[Collection entries]
▬▬▬▬▬▬

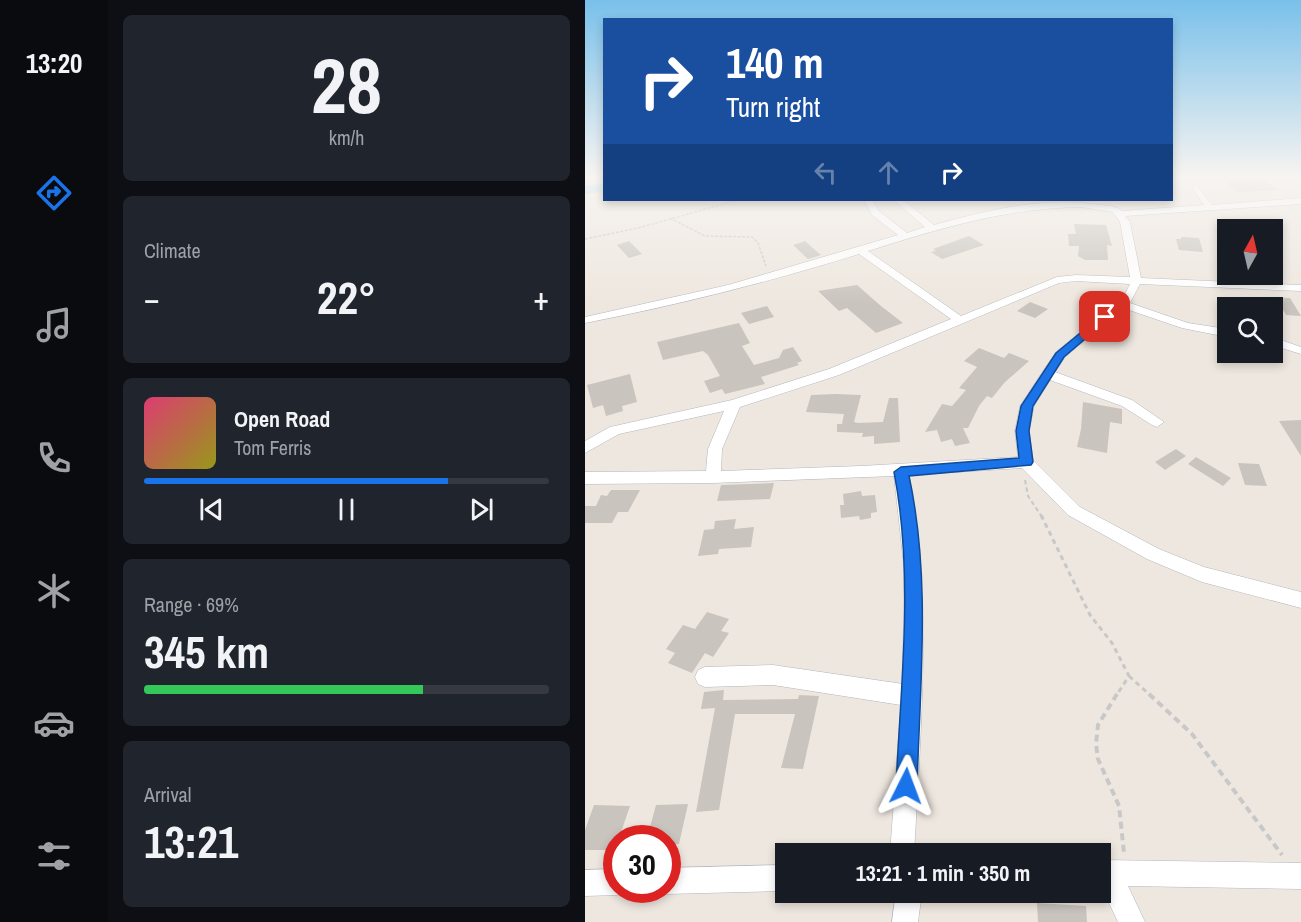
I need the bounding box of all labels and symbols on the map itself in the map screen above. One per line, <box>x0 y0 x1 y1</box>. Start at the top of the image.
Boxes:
north arrow <box>1217 219 1283 285</box>
pin <box>1079 291 1130 342</box>
position arrow <box>874 754 938 818</box>
speed limit sign: 30 <box>603 825 681 903</box>

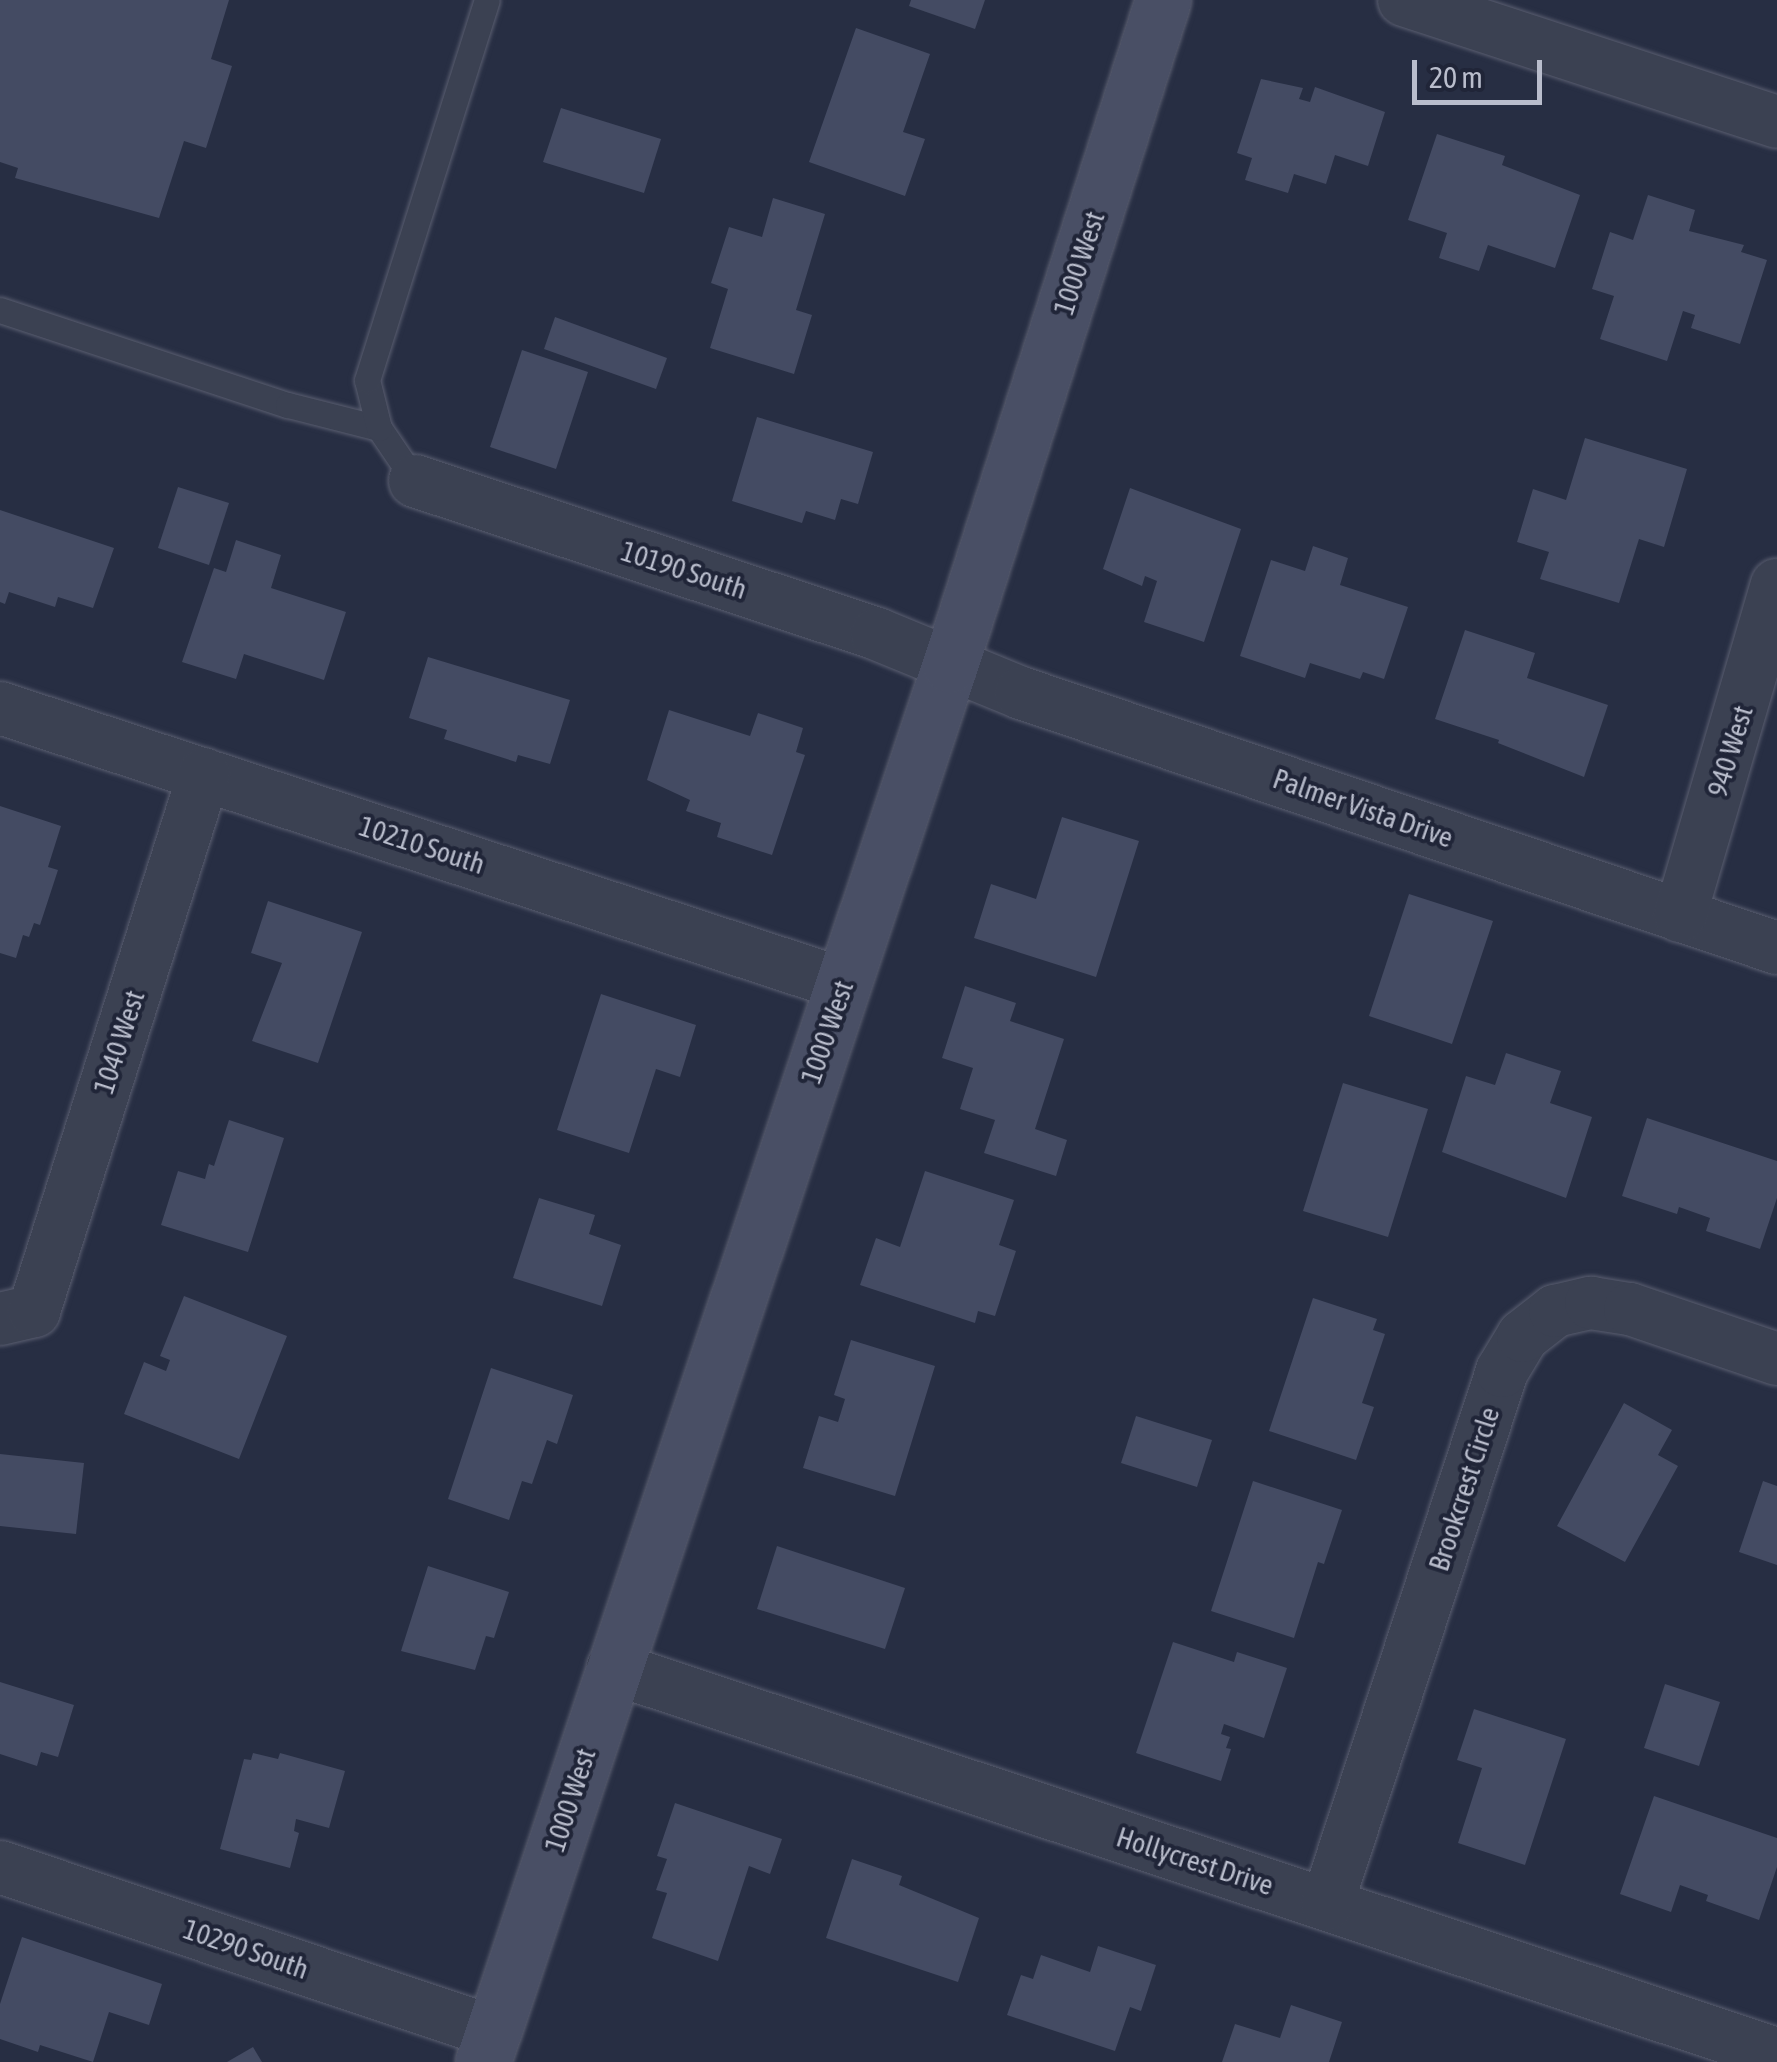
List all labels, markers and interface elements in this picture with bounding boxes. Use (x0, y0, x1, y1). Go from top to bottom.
scale bar (1417, 40, 1547, 102)
text: 20 m (1429, 60, 1483, 94)
street label: 1000 West (1047, 207, 1111, 319)
street label: 10190 South (617, 534, 751, 606)
street label: 940 West (1700, 701, 1760, 801)
street label: Palmer Vista Drive (1269, 762, 1457, 854)
street label: 10210 South (355, 809, 489, 881)
street label: 1000 West (794, 976, 860, 1088)
street label: 1040 West (87, 986, 151, 1098)
street label: Brookcrest Circle (1422, 1403, 1506, 1575)
street label: 1000 West (538, 1744, 602, 1856)
street label: Hollycrest Drive (1112, 1820, 1278, 1902)
street label: 10290 South (179, 1912, 313, 1986)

▬▬▬▬▬▬

Please repeat the entries exactly. Do not include the pictures.

## Result for this exercise
I need the bounding box of all labels and symbols on the map itself in the map screen above. One per line, <box>x0 y0 x1 y1</box>. Start at the top of the image.
Boxes:
north arrow <box>1217 219 1283 285</box>
pin <box>1079 291 1130 342</box>
position arrow <box>874 754 938 818</box>
speed limit sign: 30 <box>603 825 681 903</box>

List all labels, markers and interface elements in this picture with bounding boxes. Use (x0, y0, x1, y1). Go from top to bottom.
scale bar (1417, 40, 1547, 102)
text: 20 m (1429, 60, 1483, 94)
street label: 1000 West (1047, 207, 1111, 319)
street label: 10190 South (617, 534, 751, 606)
street label: 940 West (1700, 701, 1760, 801)
street label: Palmer Vista Drive (1269, 762, 1457, 854)
street label: 10210 South (355, 809, 489, 881)
street label: 1000 West (794, 976, 860, 1088)
street label: 1040 West (87, 986, 151, 1098)
street label: Brookcrest Circle (1422, 1403, 1506, 1575)
street label: 1000 West (538, 1744, 602, 1856)
street label: Hollycrest Drive (1112, 1820, 1278, 1902)
street label: 10290 South (179, 1912, 313, 1986)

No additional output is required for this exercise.